=== Section Start ===

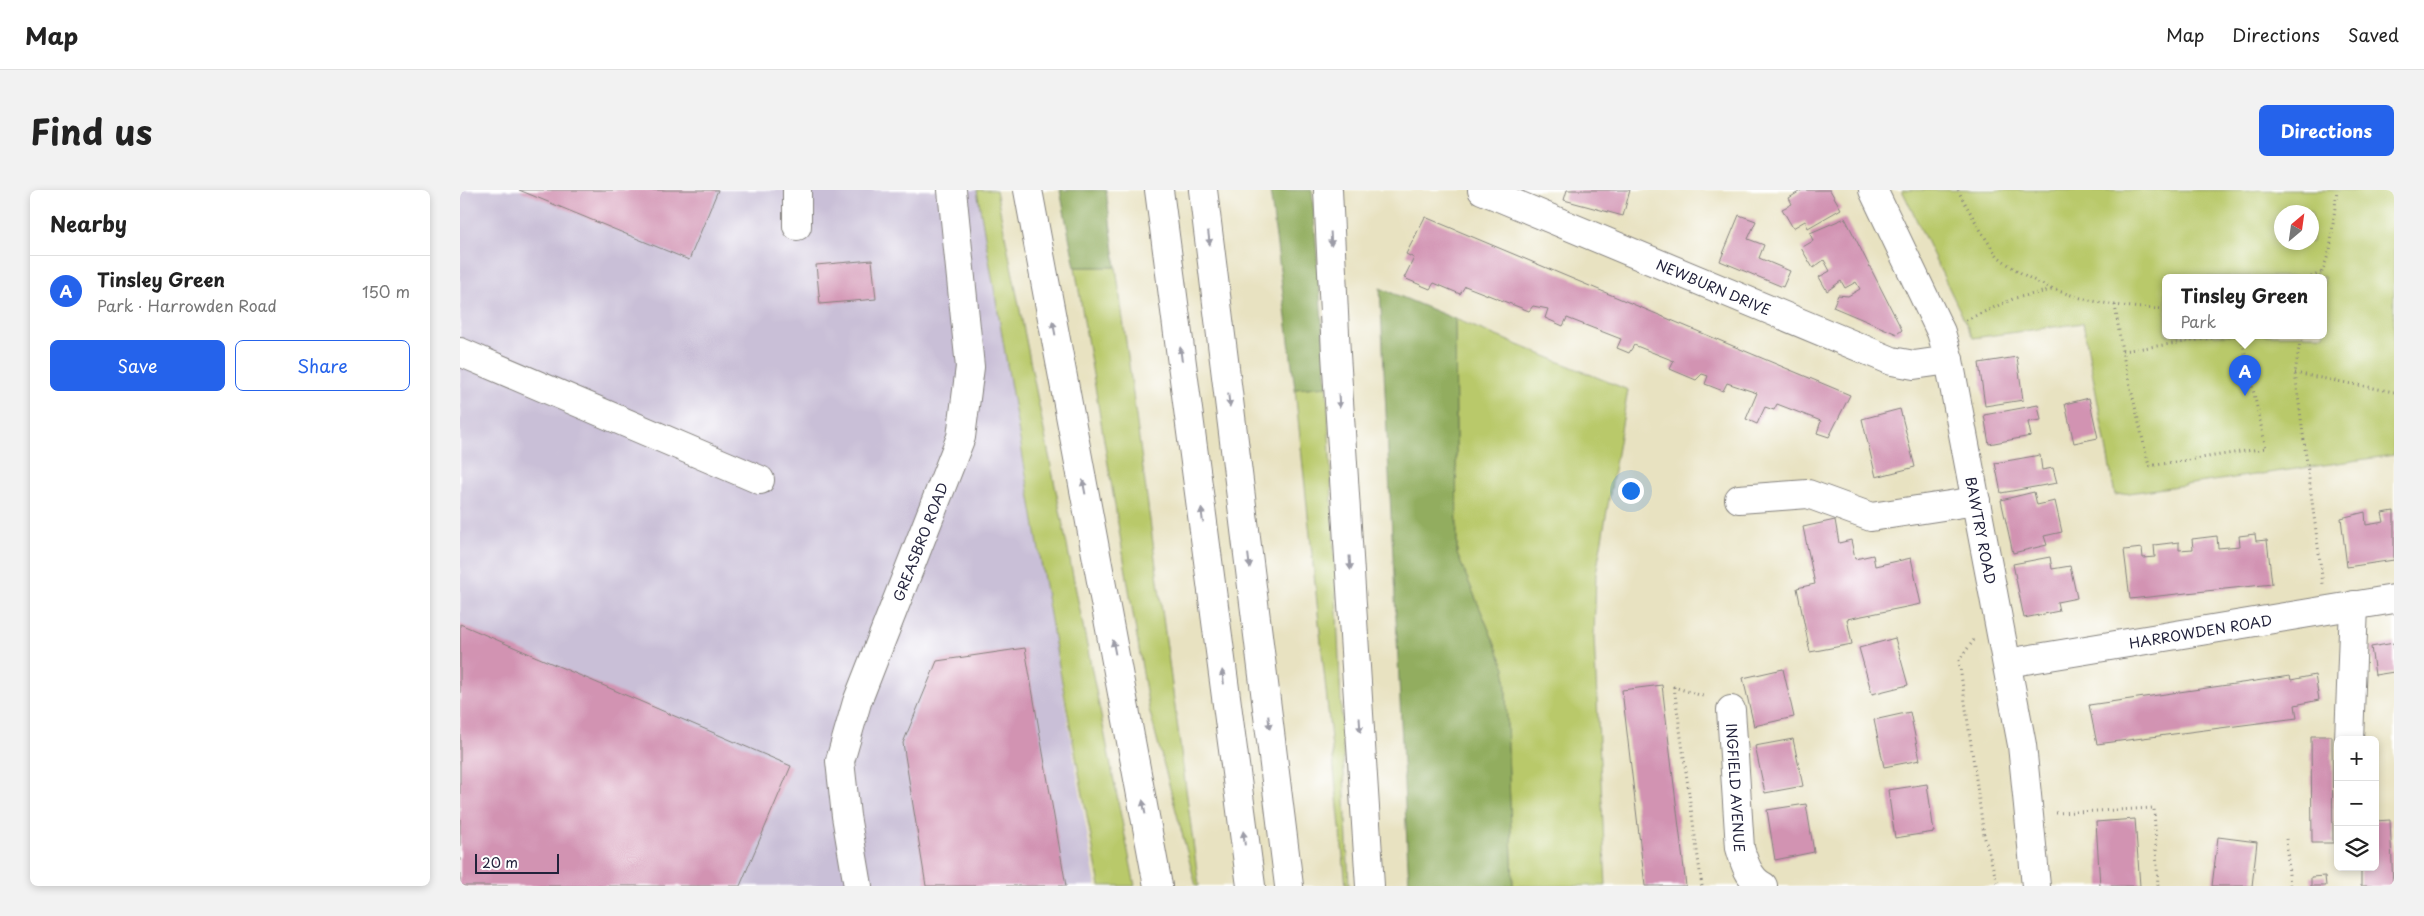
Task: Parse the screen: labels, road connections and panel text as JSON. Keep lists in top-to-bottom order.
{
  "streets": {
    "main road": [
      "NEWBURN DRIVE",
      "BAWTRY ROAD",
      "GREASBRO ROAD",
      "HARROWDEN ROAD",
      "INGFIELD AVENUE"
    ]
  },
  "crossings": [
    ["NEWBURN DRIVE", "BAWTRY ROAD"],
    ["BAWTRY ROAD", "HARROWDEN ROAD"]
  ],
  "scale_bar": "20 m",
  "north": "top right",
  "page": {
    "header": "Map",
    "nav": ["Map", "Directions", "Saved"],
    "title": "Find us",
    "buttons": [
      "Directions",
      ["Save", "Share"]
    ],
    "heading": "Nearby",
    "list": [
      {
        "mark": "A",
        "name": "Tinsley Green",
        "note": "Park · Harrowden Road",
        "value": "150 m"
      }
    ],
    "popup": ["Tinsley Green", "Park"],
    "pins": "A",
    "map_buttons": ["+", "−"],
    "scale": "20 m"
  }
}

=== Section End ===
=== Section Start ===

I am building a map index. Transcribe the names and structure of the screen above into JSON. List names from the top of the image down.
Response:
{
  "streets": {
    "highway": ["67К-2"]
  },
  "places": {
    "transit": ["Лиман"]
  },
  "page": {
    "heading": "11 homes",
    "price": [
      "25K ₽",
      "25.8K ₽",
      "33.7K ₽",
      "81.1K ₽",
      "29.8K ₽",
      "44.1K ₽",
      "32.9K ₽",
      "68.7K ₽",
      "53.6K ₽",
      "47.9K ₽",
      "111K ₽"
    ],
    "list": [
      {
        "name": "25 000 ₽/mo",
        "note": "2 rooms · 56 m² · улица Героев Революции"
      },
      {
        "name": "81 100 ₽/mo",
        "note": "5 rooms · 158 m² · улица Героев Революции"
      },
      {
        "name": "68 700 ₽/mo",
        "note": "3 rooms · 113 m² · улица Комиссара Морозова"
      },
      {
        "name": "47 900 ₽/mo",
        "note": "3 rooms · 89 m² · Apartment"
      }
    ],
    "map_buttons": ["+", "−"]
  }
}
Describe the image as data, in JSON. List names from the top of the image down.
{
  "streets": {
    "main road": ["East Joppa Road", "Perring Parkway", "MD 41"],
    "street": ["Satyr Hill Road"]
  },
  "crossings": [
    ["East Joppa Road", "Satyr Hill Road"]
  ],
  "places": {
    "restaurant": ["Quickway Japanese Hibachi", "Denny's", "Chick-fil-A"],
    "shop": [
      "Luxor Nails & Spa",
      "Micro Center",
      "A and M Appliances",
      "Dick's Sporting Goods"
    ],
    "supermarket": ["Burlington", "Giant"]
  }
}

=== Section End ===

WHAT IS REQUIRED: Your answer must consist of every line in the listing that contains "from".

EXERCISE SOLUTION:
I am building a map index. Transcribe the names and structure of the screen above into JSON. List names from the top of the image down.
Describe the image as data, in JSON. List names from the top of the image down.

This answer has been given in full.